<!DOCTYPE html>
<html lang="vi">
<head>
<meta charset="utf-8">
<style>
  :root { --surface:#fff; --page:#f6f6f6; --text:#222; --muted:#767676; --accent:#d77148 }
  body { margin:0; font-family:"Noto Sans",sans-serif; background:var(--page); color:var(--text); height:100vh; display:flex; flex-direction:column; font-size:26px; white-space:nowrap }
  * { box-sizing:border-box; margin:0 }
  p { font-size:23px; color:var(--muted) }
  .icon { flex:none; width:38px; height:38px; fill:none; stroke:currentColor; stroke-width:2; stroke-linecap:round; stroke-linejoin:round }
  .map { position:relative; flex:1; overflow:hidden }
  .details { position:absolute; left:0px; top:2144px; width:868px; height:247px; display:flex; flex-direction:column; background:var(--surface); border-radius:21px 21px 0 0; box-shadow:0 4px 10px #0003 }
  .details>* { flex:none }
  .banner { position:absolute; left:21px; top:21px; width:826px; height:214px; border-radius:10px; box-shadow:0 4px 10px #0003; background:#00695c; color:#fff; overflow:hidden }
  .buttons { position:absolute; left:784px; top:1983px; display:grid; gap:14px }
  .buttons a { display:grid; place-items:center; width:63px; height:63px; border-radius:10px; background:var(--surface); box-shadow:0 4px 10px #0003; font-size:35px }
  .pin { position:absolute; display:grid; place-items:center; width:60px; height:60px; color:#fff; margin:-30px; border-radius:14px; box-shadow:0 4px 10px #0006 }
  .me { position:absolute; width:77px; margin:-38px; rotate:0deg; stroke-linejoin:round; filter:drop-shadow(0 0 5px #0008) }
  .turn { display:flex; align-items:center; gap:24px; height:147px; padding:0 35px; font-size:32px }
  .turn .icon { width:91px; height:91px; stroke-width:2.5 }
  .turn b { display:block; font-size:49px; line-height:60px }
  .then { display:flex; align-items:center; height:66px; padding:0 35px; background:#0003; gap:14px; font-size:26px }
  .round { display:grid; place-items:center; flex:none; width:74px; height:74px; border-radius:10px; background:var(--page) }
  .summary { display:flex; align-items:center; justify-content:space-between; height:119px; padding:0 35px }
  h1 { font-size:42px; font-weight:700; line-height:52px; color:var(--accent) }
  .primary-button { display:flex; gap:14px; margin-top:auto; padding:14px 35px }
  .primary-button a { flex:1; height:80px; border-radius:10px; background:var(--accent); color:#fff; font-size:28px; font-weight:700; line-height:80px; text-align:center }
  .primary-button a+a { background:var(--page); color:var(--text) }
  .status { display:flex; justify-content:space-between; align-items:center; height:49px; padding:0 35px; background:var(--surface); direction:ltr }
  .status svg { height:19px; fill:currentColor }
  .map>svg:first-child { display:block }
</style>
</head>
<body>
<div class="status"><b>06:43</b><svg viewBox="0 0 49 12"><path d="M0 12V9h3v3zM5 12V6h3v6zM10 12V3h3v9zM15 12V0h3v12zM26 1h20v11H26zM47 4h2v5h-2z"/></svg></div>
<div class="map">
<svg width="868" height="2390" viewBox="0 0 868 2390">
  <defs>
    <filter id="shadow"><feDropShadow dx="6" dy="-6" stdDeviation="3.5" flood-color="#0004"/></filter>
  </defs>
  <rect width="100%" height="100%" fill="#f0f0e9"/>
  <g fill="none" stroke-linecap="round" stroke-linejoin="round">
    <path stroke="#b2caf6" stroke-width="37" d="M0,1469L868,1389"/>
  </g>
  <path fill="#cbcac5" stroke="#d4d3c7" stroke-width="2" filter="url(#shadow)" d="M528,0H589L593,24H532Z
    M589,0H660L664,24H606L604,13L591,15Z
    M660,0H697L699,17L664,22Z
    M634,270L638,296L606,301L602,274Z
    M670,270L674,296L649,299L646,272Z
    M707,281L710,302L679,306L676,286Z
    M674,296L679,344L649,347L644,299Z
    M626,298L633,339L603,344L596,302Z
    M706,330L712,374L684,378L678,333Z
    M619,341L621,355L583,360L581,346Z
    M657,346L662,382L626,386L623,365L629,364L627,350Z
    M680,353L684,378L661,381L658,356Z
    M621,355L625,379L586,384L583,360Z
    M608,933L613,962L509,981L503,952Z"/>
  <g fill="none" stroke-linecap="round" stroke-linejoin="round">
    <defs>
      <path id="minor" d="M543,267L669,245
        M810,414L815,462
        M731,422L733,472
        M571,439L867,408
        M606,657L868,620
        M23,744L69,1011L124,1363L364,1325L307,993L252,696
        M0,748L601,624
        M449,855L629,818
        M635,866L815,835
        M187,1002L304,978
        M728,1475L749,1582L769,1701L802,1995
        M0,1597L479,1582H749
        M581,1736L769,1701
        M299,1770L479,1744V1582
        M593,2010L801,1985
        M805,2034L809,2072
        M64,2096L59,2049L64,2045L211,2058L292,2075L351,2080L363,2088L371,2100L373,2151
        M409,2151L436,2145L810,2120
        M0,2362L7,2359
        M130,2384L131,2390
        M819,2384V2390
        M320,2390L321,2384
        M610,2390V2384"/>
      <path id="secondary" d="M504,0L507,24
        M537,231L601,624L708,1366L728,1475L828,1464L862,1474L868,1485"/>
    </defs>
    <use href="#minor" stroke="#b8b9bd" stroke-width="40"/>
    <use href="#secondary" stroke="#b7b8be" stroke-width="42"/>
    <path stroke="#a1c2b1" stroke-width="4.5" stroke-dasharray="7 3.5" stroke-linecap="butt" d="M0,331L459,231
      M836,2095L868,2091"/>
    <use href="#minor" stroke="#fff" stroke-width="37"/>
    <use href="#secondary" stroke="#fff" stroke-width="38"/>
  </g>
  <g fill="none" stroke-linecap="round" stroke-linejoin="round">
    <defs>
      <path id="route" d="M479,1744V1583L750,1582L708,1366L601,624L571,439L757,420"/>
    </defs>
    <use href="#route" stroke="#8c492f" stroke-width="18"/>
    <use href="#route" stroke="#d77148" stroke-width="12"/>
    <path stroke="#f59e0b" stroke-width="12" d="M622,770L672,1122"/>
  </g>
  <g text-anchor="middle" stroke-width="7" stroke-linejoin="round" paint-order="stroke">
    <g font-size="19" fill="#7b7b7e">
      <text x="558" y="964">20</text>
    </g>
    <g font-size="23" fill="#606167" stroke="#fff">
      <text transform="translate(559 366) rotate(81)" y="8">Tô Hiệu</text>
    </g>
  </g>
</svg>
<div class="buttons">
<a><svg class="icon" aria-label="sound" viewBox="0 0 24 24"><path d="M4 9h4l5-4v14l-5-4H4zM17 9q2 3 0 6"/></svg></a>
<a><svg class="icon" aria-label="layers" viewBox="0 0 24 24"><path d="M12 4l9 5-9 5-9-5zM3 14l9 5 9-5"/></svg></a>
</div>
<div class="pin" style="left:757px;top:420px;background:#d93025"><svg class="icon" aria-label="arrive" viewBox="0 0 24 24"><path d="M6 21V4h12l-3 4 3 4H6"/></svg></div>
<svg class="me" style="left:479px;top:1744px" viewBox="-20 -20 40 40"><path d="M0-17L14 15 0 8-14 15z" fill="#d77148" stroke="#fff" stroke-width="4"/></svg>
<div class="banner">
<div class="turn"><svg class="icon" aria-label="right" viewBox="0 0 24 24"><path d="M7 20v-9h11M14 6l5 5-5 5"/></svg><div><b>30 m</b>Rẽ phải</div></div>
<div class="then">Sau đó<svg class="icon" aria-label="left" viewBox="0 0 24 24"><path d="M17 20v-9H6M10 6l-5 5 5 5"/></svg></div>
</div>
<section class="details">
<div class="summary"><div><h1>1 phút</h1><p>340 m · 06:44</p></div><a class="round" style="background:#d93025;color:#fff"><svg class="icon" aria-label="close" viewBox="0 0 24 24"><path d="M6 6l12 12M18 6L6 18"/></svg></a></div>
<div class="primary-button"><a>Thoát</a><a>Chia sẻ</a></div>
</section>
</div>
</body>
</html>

- **Exercise description**
If a line in the entries includes the word "hidden", copy that line out.

- **Exercise output**
  .map { position:relative; flex:1; overflow:hidden }
  .banner { position:absolute; left:21px; top:21px; width:826px; height:214px; border-radius:10px; box-shadow:0 4px 10px #0003; background:#00695c; color:#fff; overflow:hidden }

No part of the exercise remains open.